Government should also pay greater attention and offer more resources to researchers in fields like social sciences, who have played a large role in uncovering the ways technology can result in discrimination and bias, according to Noble.
“Many of the challenges around the impact of AI in society has come from humanists and social scientists,” she said. “And yet we see that the funding that is predicated upon our findings, quite frankly, is now being distributed back to computer science departments that work alongside industry.”
Noble said she was “stunned” to see that the White House’s announcement of funding for seven new AI research centers seemed to have an emphasis on computer science.
“Most of the women that I know who have been the leading voices around the harms of AI for the last 20 years are not invited to the White House, are not funded by NSF [and] are not included in any kind of transformative support,” Noble said. “And yet our work does have and has had tremendous impact on shifting the conversations about the impact of these technologies on society.”
Noble pointed to the White House meeting earlier this month that included Altman and other tech CEOs, such as Google’s Sundar Pichai and Microsoft’s Satya Nadella.
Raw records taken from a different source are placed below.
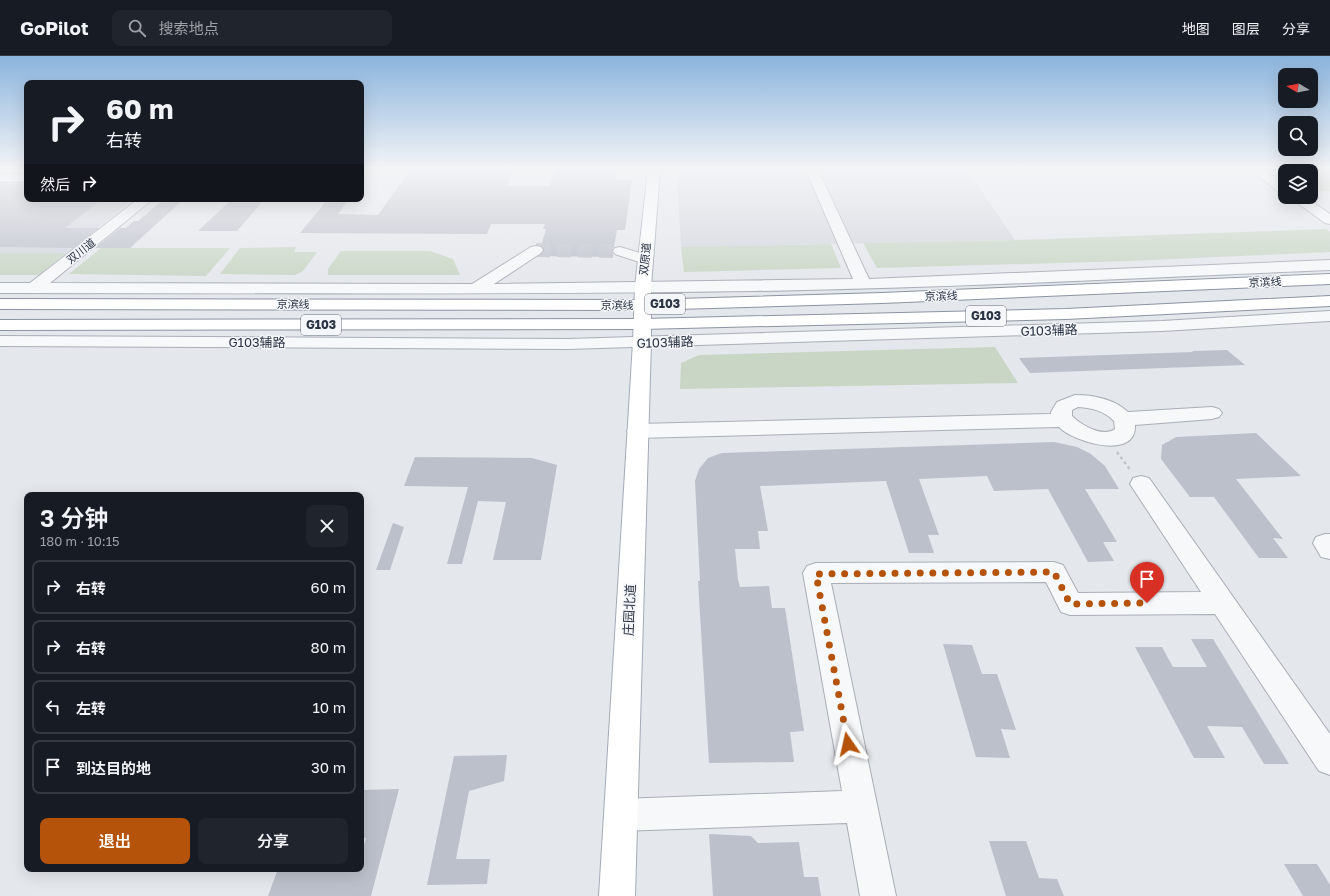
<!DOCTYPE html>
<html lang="zh">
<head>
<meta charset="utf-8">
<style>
	:root { --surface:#171b24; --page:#20242c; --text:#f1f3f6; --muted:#9ea1a6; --line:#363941; --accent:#b45309 }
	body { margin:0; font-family:"Golos Text","Noto Sans SC",sans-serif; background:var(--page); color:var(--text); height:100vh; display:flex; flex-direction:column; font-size:15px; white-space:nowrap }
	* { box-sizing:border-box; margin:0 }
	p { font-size:13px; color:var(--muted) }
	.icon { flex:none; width:22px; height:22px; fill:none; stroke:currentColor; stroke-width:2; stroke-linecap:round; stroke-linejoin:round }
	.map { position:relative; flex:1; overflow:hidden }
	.sheet { position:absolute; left:24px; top:436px; width:340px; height:380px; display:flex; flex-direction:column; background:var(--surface); border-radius:8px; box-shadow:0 4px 16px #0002 }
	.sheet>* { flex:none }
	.banner { position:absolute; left:24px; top:24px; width:340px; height:122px; border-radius:8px; box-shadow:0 4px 16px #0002; background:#171b24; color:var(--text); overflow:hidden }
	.needle { width:26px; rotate:280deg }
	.fabs { position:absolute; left:1278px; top:12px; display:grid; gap:8px }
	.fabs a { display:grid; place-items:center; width:40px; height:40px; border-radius:8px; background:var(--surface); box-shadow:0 4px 16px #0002; font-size:20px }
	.pin { position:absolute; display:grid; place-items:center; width:34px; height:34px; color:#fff; margin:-41px -17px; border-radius:50% 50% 50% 0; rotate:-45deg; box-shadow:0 0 4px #0007 }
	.pin .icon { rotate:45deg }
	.me { position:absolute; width:44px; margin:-22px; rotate:349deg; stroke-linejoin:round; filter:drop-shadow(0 0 3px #0008) }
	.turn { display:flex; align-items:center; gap:14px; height:84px; padding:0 16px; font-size:18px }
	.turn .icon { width:52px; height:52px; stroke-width:2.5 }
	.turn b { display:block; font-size:28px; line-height:34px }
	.then { display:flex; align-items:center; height:38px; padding:0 16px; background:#0003; gap:8px; font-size:15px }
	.round { display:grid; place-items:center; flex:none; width:42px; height:42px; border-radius:8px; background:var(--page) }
	.head { display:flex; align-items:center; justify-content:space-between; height:68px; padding:0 16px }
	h1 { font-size:24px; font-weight:600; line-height:30px }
	.button { display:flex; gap:8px; margin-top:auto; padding:8px 16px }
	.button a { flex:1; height:46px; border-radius:8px; background:var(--accent); color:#fff; font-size:16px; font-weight:600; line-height:46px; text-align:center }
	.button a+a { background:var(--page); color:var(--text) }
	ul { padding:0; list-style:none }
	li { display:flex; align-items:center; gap:12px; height:54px; margin:0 8px 6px; padding:0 8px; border:2px solid var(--line); border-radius:8px }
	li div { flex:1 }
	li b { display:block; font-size:15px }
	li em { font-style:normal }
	header { display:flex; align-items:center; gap:24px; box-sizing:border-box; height:56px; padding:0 20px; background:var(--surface); border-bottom:1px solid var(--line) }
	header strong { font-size:19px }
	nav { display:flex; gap:22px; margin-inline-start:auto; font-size:14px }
	.search { width:280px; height:36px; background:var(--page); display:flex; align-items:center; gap:10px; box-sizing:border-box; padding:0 14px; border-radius:8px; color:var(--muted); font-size:15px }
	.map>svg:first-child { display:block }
</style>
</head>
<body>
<header>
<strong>GoPilot</strong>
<div class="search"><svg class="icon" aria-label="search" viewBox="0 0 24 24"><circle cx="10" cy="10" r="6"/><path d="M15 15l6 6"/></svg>搜索地点</div>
<nav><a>地图</a><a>图层</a><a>分享</a></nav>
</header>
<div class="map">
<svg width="1330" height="840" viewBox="0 0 1330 840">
	<rect width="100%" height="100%" fill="#e4e7ec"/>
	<g fill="#d2d6de">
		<path d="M0,114H27V143H134L66,197H0Z"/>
		<path d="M677,114H967L1015,184L681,191Z"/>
	</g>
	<g fill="#c9d6c5">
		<path d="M1276,114H1330V135H1311V115H1285V122Z"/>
		<path d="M1326,173L1330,176V196L1129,205L877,212L863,187L1015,184Z"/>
		<path d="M831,188L841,212L684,216L681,191Z"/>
		<path d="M296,191L294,196H317L303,215L295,219L220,218L240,192Z"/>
		<path d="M101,192H230L206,220L69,218Z"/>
		<path d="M341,195H430L453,203L460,219H328V213Z"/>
		<path d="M0,197H66L39,219H0Z"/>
		<path d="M995,291L1018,327L680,333L681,307L699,299Z"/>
	</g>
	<g fill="#bbc0ca">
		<path d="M410,114H514L508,130H550L555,114H617L615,124H632L625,174H617L614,191L612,194L613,201L539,200L544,195L541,190L546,173H543L545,168H491L487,178L300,177L328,143H349L338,158L378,159Z"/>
		<path d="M0,128H27V143H102L65,172H99L73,192L0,191Z"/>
		<path d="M164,143H184L130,192H95L120,172H126L134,165H138Z"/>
		<path d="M232,143H265L237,175H198Z"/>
		<path d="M1227,294L1245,309L1030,317L1019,302L1193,296L1192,295Z"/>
		<path d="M1256,377L1301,420L1236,423L1283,483L1273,482L1288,502H1259L1214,441H1190L1161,403L1162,389L1176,381Z"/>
		<path d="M1054,386L1077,391L1091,398L1105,410L1119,433H1085L1117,486H1103L1114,505L1088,506L1048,433L994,435L987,420L919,423L939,479H928L934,497H909L886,425L760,430L768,475H758L760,493H735L738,524L740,531L769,530L772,552H785L804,675L790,676L794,706L709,707L698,525H700L695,425L699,413L708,402L722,397Z"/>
		<path d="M415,401L532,402L557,409L541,504H493L506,446L478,445L462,508H447L468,431L404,430Z"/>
		<path d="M393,467L404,471L390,514H376Z"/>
		<path d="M1191,583H1213L1289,708H1264L1242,671L1207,670L1225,702H1194L1135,591H1162L1173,611H1207Z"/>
		<path d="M943,588L972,589L982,618H997L1016,674L1001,673L1010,702L976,701Z"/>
		<path d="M507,699L504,725L469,735L456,803H490L487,828L427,829L454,700Z"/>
		<path d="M399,733L371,840H268L278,813H361V800L366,782L361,781V734Z"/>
		<path d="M709,778L751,780L758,787L799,786L804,821H818L821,840H713Z"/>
		<path d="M989,785H1026L1039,822L1057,823L1064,840H1006Z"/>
		<path d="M1284,808H1317L1330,829V840H1303Z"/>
	</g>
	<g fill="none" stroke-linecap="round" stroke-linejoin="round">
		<path stroke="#bfc3cb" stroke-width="14" stroke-dasharray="14 7" stroke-linecap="butt" d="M536,194L620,195"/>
		<g stroke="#a9aeb7" stroke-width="2">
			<g id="minor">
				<path d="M806,114H818L869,223L1330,204V214C1139,222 947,232 755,235C504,239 252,237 0,237V227H30L138,143H153L50,227L472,228L531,191L536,190L541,191L543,194L541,197L494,228L853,223Z"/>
				<path d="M1251,114H1265L1285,128V138L1280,137Z"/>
				<rect x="0" y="118" width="27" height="8"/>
				<path d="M1289,141H1305L1330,158V168L1325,167Z"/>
				<path d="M620,191L650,200L653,203L650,206L645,208L615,198L613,195L615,192Z"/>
				<path d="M1330,255V265L1162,275L568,293L0,290V280L568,283L1162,265Z"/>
				<path d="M1075,339C1094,339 1114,343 1128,356L1212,351L1219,353L1222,357L1219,361L1212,363L1135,369C1137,405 1073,386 1059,371L637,382L630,380L627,375L630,370L637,368L1051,358V356L1057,346ZM1078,351C1093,352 1104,355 1114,365L1115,373C1103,382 1081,369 1072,360V354Z"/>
				<path d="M1141,420L1149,422L1330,678V719L1319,715L1215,558L1070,559L1061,556L1046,526L831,527L896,840H860L847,767L620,775L608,771L604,759L608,747L620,743L842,735L803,517L807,510L816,507L1054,506L1063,509L1078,537L1201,536L1130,428L1133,422Z"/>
				<path d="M1325,478H1330V503L1321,501L1313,487L1316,481Z"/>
			</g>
		</g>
		<g stroke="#a3abb8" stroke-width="2">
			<path id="major" d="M648,114H660L651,231V286L635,840H599L633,286L635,231Z"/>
		</g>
		<g stroke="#8b94a3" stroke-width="2">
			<g id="highway">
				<path d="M1330,218V228L882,247L642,254L0,253V243L642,244L882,237Z"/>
				<path d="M1330,240V250L1066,263L642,273L0,274V264L642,263L1066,253Z"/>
			</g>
		</g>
		<path stroke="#c2c5cb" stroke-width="2.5" stroke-dasharray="3 3" stroke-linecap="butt" d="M1117,396L1131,415"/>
		<use href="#minor" fill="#f7f8fa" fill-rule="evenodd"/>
		<use href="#major" fill="#fff" fill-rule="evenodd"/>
		<use href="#highway" fill="#fff" fill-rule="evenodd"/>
	</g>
	<linearGradient id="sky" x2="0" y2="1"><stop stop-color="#8bb4dd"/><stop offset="0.49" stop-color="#f3f4f6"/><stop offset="1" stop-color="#f3f4f6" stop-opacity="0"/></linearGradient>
	<rect width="1330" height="232" fill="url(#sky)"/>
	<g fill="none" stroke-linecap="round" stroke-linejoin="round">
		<path stroke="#b45309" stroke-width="7" stroke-dasharray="0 12.6" d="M848,688L816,518L1054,516L1070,548L1147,547"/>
	</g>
	<g text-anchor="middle" stroke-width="3" stroke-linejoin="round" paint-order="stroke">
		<g font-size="11" fill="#2b3445" stroke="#f4f6f9">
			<text transform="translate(81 195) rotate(-38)" y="4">双川道</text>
			<text transform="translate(645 203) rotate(-84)" y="4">双原道</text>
			<text transform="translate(1265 226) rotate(-3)" y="4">京滨线</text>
			<text transform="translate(941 240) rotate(-2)" y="4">京滨线</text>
			<text x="293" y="252">京滨线</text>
			<text x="617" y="253">京滨线</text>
		</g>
		<g fill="#f4f6f9" stroke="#676e7b" stroke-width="1">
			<rect x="645" y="238" width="40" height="20" rx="3"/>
			<rect x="966" y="250" width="40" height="20" rx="3"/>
			<rect x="301" y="259" width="40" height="20" rx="3"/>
		</g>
		<g font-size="12" font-weight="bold" fill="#2b3445">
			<text x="665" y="252">G103</text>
			<text x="986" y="264">G103</text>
			<text x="321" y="273">G103</text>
		</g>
		<g font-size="13" fill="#2b3445" stroke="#f4f6f9">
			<text transform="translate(1049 274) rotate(-2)" y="5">G103辅路</text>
			<text x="257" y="291">G103辅路</text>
			<text transform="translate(665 286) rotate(-2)" y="5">G103辅路</text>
			<text transform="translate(629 554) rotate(-87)" y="5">庄园北道</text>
		</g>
	</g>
</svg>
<div class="fabs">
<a><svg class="needle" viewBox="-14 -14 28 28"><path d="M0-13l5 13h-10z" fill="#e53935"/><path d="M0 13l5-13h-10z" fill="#9ea1a6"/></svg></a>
<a><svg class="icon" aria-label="search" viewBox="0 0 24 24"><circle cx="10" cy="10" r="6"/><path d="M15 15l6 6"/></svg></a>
<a><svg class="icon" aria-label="layers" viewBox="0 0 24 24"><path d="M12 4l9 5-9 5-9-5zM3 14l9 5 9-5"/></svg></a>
</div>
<div class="pin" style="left:1147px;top:547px;background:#d93025"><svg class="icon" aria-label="arrive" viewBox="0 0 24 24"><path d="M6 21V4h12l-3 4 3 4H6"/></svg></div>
<svg class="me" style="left:848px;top:688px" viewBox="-20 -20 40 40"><path d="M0-17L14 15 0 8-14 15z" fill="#b45309" stroke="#fff" stroke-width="4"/></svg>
<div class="banner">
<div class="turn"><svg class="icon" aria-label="right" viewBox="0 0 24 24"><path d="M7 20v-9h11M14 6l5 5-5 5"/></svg><div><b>60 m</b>右转</div></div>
<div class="then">然后<svg class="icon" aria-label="right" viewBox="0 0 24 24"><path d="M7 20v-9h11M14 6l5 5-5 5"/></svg></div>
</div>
<section class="sheet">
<div class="head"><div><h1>3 分钟</h1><p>180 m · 10:15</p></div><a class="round"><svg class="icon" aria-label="close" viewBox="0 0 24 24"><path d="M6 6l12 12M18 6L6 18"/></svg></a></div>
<ul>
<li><svg class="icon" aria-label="right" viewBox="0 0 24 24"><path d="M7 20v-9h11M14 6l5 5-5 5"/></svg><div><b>右转</b></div><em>60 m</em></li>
<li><svg class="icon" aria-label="right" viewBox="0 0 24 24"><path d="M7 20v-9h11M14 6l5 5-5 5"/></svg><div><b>右转</b></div><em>80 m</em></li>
<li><svg class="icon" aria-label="left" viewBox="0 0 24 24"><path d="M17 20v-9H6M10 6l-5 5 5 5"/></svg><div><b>左转</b></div><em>10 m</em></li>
<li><svg class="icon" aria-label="arrive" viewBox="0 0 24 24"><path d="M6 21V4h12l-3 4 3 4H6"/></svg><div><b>到达目的地</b></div><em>30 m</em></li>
</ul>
<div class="button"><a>退出</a><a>分享</a></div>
</section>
</div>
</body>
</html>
Noble said the photo of that meeting “really told the story of who has put themselves in charge…The same people who’ve been the makers of the problems are now somehow in charge of the solutions.”
Bringing in independent researchers to engage with government would give those experts opportunities to make “important counterpoints” to corporate testimony, Noble said.
Still, other experts noted that they and their peers have engaged with government about AI, albeit without the same media attention Altman’s hearing received and perhaps without a large event like the dinner Altman attended with a wide turnout of lawmakers.
Mitchell worries lawmakers are now “primed” from their discussions with industry leaders.
“They made the decision to to start these discussions, to ground these discussions in corporate interests,” Mitchell said. “They could have gone in a totally opposite direction and asked them last.”
Mitchell said she appreciated Altman’s comments on Section 230, the law that helps shield online platforms from being held responsible for their users’ speech. Altman conceded that outputs of generative AI tools would not necessarily be covered by the legal liability shield and a different framework is needed to assess liability for AI products.
“I think, ultimately, the U.S. government will go in a direction that favors large tech corporations,” Mitchell said. “My hope is that other people, or people like me, can at least minimize the damage, or show some of the devil in the details to lead away from some of the more problematic ideas.”
“There’s a whole chorus of people who have been warning about the problems, including bias along the lines of race and gender and disability, inside AI systems,” said Broussard. “And if the critical voices get elevated as much as the commercial voices, then I think we’re going to have a more robust dialogue.”